One-carbon metabolite supplementation increases vitamin B12, folate, and methionine cycle metabolites in beef heifers and fetuses in an energy dependent manner at day 63 of gestation.

Abstract

One-carbon metabolites (OCM) are metabolites and cofactors which include folate, vitamin B12, methionine, and choline that support methylation reactions. The objectives of this study were to investigate the effects of moderate changes in maternal body weight gain in combination with OCM supplementation during the first 63 d of gestation in beef cattle on (1) B12 and folate concentrations in maternal serum (2) folate cycle intermediates in maternal and fetal liver, allantoic fluid (ALF), and amniotic fluid (AMF) and (3) metabolites involved in one-carbon metabolism and related metabolic pathways in maternal and fetal liver. Heifers were either intake restricted (RES) and fed to lose 0.23 kg/d, or fed to gain 0.60 kg/d (CON). Supplemented (+ OCM) heifers were given B12 and folate injections weekly and fed rumen-protected methionine and choline daily, while non-supplemented (-OCM) heifers were given weekly saline injections. These two treatments were combined in a 2 × 2 factorial arrangement resulting in 4 treatments: CON-OCM, CON + OCM, RES-OCM, and RES + OCM. Samples of maternal serum, maternal and fetal liver, ALF, and AMF were collected at slaughter on day 63 of gestation. Restricted maternal nutrition most notably increased (./ ≤ 0.05) the concentration of vitamin B12 in maternal serum, 5,10-methylenetetrahydrofolate and 5,10-methenyltetrahydrofolate in maternal liver, and cystathionine in the fetal liver; conversely, maternal restriction decreased (P = 0.05) 5,10-methylenetetrahydrofolate concentration in fetal liver.
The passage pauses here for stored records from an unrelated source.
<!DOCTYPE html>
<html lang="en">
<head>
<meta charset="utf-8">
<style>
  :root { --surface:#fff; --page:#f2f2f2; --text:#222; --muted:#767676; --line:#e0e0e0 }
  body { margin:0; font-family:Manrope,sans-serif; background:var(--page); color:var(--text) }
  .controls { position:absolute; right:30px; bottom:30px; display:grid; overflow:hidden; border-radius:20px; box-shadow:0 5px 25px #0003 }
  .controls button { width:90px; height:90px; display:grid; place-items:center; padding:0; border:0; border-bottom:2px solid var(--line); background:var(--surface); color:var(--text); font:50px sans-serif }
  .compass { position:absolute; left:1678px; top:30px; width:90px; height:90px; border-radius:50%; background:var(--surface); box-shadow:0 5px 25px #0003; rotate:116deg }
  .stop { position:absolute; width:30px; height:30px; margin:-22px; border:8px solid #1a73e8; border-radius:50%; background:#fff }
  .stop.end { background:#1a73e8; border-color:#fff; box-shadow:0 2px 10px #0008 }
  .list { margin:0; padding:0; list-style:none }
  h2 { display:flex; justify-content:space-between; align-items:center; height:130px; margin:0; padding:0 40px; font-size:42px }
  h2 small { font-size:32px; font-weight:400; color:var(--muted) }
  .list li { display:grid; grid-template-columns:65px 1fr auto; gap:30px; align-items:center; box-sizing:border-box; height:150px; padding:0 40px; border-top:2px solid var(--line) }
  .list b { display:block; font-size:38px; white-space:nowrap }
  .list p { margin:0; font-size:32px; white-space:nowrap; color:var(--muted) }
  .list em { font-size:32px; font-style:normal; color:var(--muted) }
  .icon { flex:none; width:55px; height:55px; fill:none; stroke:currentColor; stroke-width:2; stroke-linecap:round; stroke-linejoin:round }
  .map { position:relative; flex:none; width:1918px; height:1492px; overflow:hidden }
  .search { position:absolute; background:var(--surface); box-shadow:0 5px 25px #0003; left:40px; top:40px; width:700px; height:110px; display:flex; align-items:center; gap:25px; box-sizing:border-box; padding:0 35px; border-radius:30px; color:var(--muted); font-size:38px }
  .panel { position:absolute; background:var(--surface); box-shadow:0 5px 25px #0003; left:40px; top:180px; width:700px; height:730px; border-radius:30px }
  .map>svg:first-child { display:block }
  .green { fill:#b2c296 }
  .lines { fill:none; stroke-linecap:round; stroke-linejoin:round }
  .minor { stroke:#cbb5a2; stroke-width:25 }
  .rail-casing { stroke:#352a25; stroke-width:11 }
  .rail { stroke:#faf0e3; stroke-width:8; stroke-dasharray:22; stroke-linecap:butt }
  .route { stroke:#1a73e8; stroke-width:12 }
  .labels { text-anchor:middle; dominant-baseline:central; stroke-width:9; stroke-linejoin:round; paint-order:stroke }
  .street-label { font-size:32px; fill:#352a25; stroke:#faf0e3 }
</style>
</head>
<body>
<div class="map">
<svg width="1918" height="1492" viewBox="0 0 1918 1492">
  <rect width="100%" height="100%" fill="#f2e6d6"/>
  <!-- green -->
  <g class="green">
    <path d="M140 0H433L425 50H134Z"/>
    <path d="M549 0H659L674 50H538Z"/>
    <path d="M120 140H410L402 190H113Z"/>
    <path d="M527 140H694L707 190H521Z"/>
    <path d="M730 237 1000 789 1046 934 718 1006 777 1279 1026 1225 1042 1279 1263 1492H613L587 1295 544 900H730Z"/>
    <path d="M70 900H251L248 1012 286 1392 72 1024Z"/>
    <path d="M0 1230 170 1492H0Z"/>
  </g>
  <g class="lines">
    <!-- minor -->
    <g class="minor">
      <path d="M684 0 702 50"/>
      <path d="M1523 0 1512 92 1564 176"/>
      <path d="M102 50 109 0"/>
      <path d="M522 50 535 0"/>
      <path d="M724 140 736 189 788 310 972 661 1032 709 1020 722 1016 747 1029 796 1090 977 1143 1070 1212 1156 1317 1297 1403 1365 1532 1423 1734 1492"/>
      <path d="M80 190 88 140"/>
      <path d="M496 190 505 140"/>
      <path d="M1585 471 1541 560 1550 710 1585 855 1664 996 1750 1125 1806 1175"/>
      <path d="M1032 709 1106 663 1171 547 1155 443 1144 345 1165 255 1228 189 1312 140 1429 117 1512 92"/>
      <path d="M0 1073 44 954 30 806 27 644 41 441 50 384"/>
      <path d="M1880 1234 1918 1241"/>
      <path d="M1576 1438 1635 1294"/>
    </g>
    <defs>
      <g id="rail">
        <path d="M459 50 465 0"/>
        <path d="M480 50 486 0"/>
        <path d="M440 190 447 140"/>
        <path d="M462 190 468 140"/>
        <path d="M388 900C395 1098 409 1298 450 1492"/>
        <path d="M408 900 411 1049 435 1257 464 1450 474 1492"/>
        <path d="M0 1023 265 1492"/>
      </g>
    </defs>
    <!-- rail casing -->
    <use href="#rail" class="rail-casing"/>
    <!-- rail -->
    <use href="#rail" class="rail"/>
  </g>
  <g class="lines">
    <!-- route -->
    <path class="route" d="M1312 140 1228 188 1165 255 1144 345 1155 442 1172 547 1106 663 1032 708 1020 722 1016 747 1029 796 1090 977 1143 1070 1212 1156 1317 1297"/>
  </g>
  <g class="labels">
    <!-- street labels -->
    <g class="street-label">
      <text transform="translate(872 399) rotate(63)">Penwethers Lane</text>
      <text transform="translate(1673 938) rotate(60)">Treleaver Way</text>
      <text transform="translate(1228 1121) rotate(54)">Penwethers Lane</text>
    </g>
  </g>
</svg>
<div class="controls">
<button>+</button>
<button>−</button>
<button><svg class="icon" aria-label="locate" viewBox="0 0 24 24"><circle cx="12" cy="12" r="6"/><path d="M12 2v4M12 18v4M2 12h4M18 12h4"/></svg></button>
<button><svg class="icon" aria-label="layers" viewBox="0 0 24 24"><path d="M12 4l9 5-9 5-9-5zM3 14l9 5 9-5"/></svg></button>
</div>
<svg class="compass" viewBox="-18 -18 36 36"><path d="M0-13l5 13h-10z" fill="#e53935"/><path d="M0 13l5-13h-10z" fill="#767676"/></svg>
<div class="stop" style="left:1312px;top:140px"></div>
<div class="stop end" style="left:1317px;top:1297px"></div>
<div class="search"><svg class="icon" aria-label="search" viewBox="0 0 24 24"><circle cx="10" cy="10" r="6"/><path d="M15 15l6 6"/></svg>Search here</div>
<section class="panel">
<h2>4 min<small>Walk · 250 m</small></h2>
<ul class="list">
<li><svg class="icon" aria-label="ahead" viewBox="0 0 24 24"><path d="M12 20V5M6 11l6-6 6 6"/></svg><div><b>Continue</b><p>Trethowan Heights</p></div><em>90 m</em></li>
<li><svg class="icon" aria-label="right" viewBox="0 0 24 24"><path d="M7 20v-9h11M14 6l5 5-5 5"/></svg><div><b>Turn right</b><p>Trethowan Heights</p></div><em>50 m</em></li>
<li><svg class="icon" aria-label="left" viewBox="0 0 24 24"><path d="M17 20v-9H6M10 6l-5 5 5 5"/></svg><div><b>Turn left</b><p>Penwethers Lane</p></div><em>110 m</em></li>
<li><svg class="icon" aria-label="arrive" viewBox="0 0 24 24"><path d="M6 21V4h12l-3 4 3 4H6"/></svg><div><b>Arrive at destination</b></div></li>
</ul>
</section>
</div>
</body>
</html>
Supplementing OCM increased (P ≤ 0.05) the concentrations of maternal serum B12, folate, and folate intermediates, ALF and AMF 5-methyltetrahydrofolate concentration, and altered (P ≤ 0.02) other maternal liver intermediates including S-adenosylmethionine, dimethylglycine, cystathionine Glutathione reduced, glutathione oxidized, taurine, serine, sarcosine, and pyridoxine. These data demonstrate that OCM supplementation was effective at increasing maternal OCM status. Furthermore, these data are similar to previously published literature where restricted maternal nutrition also affected maternal OCM status. Altering OCM status in both the dam and fetus could impact fetal developmental outcomes and production efficiencies. Lastly, these data demonstrate that fetal metabolite abundance is highly regulated, although the changes required to maintain homeostasis may program altered metabolism postnatally.